<- back

2FA sucks


2FA sucks. But security is a bit of a paradox. One the one hand, you want to make sure only you have access to your accounts. But on the other, people tend to forget things and accidents happen, so sometimes you may lose access to an account and you want to recover it. Ideally, an account could be tied to your actual person (via biometrics or something like that). But then, you also don't want every company to have your data.

One thing I have experienced a few too many times, is losing my phone or my phone breaking, and losing access to my authenticator apps. In most cases, I was able to recover access to my accounts using SMS verification or recovery codes. But I still have a Blizzard account that I have been unable to access for years.

While 2FA over SMS has saved me numerous times, it's not secure and every recommends to disable it and only use authenticator apps (or keys, which we'll get to in a moment). I believe this is because it's relatively easy to redirect a mobile phone number. I would love to completely move away from SMS verification, but there is no good alternative for recovery.

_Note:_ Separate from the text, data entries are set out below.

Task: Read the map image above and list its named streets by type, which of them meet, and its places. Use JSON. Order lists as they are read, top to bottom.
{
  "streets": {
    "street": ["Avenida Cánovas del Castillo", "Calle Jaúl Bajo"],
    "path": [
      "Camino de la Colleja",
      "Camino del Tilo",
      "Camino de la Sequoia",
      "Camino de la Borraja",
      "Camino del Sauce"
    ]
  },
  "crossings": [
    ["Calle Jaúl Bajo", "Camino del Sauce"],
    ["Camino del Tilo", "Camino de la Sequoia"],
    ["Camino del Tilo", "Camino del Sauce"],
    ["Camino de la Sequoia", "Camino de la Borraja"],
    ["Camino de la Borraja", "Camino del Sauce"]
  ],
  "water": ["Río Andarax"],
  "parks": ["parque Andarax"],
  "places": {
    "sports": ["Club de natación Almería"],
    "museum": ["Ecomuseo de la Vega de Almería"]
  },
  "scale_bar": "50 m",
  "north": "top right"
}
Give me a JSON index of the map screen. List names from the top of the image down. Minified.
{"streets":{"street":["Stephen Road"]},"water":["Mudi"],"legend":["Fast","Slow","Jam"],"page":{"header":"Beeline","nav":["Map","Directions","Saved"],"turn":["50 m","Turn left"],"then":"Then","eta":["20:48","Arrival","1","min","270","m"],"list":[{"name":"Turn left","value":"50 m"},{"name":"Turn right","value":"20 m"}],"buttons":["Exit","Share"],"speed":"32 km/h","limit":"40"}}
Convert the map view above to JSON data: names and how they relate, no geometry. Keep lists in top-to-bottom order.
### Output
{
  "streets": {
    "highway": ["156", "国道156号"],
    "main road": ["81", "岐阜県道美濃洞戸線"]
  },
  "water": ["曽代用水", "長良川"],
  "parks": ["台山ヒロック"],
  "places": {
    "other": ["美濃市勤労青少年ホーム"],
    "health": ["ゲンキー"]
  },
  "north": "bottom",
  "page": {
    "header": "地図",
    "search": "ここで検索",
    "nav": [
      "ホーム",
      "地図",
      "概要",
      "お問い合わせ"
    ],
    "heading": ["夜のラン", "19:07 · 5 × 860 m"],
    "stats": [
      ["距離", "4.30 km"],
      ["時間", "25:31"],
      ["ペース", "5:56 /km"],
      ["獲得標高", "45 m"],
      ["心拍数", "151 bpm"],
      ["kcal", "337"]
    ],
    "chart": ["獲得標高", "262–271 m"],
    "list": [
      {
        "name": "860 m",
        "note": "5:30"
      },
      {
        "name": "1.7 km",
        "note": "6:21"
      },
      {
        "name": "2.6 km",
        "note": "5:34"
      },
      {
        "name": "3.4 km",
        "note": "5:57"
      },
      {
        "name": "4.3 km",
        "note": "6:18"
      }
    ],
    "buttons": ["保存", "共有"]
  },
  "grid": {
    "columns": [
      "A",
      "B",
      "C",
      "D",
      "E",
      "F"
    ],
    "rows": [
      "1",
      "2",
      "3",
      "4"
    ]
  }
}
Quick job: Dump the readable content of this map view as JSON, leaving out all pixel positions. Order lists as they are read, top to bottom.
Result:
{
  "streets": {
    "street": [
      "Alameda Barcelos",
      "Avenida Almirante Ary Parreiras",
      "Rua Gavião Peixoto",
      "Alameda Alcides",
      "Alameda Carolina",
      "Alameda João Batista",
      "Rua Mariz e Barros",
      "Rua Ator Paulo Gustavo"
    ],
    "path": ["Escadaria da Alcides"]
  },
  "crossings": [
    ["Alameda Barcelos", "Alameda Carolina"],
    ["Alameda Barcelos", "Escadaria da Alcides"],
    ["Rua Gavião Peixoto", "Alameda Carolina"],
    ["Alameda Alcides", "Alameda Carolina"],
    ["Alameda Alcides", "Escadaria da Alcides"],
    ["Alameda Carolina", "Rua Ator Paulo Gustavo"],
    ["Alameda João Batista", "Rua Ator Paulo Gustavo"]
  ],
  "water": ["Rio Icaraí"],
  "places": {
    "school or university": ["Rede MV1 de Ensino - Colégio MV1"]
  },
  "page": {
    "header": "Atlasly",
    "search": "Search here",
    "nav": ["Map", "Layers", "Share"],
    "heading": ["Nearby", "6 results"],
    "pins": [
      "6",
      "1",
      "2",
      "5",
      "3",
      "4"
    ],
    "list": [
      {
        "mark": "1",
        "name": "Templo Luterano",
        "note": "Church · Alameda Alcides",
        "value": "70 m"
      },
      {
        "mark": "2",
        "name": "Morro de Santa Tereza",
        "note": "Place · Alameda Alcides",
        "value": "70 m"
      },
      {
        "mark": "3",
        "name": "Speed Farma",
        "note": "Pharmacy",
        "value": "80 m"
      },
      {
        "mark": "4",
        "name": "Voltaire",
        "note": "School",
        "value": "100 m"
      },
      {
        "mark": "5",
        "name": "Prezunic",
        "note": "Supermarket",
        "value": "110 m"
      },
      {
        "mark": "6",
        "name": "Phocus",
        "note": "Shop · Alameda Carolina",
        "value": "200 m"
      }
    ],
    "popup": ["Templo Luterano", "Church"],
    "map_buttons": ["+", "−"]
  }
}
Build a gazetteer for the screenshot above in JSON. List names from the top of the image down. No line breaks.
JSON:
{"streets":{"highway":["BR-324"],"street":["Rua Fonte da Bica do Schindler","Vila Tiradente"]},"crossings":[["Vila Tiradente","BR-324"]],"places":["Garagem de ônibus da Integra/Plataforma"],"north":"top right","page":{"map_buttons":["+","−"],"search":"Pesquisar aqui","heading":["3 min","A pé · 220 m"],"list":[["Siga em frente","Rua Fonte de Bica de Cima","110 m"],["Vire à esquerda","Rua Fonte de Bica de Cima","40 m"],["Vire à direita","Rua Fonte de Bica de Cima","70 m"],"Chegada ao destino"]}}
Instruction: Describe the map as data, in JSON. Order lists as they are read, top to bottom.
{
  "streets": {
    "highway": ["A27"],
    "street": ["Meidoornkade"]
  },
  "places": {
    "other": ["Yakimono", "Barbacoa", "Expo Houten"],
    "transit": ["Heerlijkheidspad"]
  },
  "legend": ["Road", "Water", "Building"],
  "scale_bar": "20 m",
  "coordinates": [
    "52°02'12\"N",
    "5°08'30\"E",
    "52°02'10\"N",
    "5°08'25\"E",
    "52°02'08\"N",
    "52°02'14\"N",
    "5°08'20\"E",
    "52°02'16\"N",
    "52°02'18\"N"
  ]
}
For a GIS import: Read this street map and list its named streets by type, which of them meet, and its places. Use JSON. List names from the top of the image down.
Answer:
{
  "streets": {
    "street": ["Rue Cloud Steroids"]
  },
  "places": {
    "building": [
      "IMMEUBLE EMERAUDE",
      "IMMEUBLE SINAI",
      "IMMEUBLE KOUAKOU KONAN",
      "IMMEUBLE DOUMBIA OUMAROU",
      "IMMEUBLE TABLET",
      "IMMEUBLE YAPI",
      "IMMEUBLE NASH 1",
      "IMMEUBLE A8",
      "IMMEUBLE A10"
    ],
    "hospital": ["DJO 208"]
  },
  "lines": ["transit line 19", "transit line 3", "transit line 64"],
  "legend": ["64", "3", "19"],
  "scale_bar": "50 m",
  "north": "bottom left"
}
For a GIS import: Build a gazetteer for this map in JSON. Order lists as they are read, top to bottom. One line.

Something I had been looking for was an authenticator app that syncs over the cloud so I don't lose access to my codes. I use Dashlane Authenticator and it does this. But this also makes me wonder what the whole point of 2FA is, in this case. If someone hacks my account, do they have access to my passwords and my 2FA codes?

I've also been reading a bit about security keys lately. I like the idea because you don't have to mess with codes and you don't have to use biometrics. But carrying a USB everywhere sounds kinda stupid. And I would need one that supports USB-A, USB-C, and lightning. And I am not even sure how many apps/websites actually support keys? The first time I ever saw an option for it was on GitHub a few weeks ago.

I'm not quite sure what I will continue to use into the future, but 2FA is the bare minimum for security, so I am trying to activate it everywhere.